Can I appoint a successor guardian for my son in Florida?

Full question:

I live with my son in Florida. My son was adopted a year ago. Recently, I found that I am suffering from cancer. As a result, it would be difficult for me to provide him with care and maintenance in the coming years. Is it possible to appoint a successor guardian for my child?

Answer:

Yes, you can appoint a successor guardian for your child in Florida. A successor guardian must be appointed and qualified before you can be relieved of your duties as a guardian. This appointment occurs if the current guardian dies, becomes incapacitated, or is removed (Fla. Stat. § 744.471).

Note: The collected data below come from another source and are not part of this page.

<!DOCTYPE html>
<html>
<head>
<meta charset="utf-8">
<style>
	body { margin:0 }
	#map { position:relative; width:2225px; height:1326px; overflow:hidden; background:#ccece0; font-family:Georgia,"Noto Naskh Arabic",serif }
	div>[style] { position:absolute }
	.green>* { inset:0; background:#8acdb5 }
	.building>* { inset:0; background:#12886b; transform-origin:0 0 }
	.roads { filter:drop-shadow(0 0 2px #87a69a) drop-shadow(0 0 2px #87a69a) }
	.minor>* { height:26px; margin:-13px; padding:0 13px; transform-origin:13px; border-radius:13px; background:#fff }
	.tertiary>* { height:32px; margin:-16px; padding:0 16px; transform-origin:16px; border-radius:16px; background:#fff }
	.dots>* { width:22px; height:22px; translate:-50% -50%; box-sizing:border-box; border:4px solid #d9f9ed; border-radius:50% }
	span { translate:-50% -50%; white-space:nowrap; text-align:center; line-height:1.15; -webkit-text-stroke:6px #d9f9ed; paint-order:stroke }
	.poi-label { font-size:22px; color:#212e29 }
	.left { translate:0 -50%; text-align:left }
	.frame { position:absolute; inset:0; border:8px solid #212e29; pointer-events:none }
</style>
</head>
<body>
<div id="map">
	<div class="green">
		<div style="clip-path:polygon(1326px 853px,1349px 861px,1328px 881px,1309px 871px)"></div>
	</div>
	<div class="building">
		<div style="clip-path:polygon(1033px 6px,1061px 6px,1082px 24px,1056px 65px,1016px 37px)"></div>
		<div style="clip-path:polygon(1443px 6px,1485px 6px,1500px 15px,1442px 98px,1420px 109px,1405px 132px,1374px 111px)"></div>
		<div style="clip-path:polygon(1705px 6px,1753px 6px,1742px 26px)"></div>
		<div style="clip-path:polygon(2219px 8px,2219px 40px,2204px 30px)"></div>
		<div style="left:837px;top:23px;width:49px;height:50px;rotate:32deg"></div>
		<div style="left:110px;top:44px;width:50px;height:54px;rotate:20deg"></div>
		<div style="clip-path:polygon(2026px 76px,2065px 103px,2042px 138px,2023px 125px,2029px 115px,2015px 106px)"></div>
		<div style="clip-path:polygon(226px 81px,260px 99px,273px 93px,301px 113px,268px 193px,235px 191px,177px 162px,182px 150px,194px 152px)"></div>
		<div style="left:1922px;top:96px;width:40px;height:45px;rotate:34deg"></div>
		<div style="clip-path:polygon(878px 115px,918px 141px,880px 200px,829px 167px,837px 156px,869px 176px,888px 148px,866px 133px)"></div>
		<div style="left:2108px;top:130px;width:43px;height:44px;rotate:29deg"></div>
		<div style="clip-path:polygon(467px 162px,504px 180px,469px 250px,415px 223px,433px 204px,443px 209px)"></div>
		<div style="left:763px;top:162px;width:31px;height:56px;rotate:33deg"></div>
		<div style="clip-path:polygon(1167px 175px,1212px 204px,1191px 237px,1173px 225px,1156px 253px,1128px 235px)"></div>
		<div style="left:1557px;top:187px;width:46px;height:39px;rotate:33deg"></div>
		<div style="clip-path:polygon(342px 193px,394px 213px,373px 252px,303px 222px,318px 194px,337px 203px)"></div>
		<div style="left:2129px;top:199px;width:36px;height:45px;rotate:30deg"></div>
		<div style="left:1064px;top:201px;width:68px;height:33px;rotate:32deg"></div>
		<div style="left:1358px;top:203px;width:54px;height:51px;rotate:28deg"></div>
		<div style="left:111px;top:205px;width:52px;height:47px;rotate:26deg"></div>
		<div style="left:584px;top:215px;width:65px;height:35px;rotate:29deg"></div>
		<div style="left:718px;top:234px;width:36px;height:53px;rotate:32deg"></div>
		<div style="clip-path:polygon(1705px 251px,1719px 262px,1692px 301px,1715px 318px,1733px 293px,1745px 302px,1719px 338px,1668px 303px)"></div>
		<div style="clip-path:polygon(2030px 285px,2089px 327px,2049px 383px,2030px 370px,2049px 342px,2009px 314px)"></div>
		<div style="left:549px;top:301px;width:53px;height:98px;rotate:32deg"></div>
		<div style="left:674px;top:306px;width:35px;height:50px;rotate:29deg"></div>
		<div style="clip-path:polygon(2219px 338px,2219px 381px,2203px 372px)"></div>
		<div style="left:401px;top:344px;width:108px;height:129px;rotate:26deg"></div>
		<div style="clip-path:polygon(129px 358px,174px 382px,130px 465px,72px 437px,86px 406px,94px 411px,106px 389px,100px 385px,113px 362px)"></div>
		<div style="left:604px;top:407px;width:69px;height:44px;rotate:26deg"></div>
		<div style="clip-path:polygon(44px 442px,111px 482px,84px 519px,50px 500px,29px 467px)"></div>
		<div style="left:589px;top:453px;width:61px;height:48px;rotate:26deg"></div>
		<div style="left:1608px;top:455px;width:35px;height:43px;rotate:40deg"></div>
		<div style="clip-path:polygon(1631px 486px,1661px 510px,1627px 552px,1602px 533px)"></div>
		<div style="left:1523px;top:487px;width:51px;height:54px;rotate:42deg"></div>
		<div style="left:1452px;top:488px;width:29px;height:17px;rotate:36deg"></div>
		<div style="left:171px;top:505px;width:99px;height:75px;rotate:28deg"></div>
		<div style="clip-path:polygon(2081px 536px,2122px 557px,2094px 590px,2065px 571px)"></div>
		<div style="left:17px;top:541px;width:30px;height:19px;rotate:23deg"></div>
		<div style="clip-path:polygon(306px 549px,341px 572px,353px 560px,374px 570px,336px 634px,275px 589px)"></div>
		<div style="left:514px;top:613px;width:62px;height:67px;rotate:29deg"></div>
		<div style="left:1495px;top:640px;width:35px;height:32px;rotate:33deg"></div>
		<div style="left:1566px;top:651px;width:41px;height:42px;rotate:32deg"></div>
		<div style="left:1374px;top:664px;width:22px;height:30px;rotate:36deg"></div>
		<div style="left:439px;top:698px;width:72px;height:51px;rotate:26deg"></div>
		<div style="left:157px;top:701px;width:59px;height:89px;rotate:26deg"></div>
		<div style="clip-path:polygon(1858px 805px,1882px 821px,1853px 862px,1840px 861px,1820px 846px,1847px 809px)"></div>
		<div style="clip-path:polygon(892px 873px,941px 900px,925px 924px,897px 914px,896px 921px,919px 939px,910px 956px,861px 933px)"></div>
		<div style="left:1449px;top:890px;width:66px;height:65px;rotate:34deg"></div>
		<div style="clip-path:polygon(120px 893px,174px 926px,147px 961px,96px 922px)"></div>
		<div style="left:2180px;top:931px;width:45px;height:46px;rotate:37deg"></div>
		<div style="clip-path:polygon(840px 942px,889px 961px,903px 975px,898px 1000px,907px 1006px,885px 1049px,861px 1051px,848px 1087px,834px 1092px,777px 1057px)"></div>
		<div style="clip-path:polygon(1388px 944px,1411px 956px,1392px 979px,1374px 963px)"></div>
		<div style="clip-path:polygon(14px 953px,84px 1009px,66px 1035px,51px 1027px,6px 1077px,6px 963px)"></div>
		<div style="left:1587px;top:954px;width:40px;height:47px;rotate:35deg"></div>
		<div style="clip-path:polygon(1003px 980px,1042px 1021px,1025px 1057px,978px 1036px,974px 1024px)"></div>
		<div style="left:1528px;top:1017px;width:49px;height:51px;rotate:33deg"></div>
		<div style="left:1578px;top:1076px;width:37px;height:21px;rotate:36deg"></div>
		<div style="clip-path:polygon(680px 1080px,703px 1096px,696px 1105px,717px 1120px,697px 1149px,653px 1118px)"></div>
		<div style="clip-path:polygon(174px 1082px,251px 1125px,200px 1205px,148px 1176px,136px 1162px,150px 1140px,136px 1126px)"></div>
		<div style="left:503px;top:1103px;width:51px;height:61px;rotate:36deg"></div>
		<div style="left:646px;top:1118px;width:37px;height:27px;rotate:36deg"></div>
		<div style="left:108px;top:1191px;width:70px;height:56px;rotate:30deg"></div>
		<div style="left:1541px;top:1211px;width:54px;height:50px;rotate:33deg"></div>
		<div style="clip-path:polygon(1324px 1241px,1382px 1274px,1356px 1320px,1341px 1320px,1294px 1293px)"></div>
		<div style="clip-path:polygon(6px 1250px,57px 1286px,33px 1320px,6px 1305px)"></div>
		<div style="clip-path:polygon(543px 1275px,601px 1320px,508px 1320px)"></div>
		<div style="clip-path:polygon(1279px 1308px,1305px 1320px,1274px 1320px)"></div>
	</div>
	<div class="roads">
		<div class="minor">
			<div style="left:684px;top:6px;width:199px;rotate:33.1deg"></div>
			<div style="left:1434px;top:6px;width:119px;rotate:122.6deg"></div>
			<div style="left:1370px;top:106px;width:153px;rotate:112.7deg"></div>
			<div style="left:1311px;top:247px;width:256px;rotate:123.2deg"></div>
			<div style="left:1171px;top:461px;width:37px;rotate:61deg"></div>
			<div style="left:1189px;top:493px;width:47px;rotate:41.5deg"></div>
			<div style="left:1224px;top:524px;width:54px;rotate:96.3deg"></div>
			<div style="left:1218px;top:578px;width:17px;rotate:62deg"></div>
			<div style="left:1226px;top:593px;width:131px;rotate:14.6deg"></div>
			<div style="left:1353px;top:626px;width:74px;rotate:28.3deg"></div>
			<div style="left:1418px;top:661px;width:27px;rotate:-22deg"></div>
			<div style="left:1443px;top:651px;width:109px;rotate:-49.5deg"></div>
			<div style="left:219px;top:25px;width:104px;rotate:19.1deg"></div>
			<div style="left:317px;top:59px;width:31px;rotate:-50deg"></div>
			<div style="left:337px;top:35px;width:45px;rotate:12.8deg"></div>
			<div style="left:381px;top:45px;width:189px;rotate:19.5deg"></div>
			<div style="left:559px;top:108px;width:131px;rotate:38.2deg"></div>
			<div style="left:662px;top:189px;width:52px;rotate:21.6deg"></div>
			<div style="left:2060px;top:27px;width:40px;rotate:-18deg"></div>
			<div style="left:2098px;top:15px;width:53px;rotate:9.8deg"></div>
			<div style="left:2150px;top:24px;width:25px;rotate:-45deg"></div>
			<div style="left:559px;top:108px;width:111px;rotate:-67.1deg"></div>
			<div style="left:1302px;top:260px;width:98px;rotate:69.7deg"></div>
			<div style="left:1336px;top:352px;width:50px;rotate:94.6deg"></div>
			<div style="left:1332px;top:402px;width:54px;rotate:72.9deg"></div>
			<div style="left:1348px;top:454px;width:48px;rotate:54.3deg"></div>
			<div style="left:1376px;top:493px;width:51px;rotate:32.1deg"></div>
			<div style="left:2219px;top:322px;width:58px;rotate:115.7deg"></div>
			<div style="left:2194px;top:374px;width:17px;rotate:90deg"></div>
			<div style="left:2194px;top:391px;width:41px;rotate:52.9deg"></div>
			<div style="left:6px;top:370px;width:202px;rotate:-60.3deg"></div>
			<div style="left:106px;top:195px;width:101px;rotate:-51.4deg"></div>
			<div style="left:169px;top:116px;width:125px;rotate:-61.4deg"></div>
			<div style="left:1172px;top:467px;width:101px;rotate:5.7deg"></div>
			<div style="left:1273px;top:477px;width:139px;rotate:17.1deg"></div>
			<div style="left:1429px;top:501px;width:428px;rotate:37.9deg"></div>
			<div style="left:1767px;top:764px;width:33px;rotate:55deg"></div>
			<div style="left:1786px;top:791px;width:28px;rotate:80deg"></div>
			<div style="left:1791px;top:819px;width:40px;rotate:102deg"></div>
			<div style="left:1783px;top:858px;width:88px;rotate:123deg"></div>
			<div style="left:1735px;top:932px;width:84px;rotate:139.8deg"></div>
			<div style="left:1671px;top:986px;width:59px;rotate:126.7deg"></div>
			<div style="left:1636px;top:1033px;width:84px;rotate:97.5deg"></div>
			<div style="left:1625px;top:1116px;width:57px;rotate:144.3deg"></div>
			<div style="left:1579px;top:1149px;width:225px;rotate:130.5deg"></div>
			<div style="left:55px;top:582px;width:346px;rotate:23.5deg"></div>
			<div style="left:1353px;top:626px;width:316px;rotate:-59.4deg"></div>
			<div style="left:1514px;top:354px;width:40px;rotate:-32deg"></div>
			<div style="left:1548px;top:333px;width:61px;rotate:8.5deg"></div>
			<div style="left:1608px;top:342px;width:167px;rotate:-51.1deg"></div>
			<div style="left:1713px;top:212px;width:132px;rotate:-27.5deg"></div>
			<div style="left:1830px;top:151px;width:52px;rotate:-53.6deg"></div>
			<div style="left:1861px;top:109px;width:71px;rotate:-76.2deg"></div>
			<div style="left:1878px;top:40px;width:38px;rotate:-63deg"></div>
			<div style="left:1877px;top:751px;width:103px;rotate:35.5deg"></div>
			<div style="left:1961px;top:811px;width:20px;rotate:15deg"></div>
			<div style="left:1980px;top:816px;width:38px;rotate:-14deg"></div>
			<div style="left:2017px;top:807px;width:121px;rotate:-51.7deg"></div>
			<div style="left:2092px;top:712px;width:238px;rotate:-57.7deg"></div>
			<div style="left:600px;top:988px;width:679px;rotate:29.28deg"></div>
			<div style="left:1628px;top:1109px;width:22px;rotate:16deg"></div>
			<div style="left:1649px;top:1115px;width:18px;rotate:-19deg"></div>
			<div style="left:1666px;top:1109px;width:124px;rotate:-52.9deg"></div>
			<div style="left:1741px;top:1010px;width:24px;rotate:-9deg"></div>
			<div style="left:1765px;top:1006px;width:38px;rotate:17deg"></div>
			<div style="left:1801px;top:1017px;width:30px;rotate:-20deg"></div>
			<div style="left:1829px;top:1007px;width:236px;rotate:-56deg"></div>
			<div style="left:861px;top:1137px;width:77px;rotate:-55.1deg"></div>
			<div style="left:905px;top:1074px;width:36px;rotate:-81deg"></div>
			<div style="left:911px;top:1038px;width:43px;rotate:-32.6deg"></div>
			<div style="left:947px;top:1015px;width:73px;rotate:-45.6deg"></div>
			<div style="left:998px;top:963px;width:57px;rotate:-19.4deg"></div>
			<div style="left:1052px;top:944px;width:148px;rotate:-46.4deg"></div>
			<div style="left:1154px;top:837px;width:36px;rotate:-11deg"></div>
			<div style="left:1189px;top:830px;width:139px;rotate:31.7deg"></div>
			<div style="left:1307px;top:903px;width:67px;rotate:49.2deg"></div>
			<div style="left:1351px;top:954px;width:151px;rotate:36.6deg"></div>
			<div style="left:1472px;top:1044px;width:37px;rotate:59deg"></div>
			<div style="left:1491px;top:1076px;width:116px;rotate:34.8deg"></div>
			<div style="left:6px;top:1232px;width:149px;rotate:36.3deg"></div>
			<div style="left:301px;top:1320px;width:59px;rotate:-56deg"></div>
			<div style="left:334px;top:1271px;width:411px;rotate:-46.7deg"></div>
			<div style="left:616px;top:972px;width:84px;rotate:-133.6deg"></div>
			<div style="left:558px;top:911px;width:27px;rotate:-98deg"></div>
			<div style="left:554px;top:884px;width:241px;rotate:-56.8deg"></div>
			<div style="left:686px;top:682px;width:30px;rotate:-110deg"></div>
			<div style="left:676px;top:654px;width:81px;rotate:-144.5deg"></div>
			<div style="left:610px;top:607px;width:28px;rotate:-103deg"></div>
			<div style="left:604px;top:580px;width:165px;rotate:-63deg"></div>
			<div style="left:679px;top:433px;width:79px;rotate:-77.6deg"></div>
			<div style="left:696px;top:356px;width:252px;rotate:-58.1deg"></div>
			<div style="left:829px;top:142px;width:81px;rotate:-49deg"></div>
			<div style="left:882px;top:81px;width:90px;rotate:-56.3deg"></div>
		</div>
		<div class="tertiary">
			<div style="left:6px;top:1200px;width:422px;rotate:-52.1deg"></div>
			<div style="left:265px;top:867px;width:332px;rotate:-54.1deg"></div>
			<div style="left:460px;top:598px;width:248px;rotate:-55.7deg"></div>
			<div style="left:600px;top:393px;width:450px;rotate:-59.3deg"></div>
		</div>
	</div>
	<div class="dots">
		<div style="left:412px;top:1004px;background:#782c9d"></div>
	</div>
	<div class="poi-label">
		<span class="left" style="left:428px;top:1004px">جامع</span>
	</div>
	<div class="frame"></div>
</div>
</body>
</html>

Before the court relieves you of your responsibilities, you must file a final report of the guardianship and transfer all property, records, and money related to the ward to the successor guardian. Additionally, you must provide copies of all medical and personal care records to the successor guardian (Fla. Stat. § 744.467).

The court will ensure that the interests of the ward are protected during this process.

This content is for informational purposes only and is not legal advice. Legal statutes mentioned reflect the law at the time the content was written and may no longer be current. Always verify the latest version of the law before relying on it.

FAQs

Under guardianship, the ward may lose certain rights, such as the right to make decisions about their personal affairs, including medical treatment and living arrangements. The guardian typically assumes responsibility for these decisions. However, the extent of rights lost can vary based on the type of guardianship established and the specific court order. It's important to understand that the court aims to protect the ward's best interests throughout this process.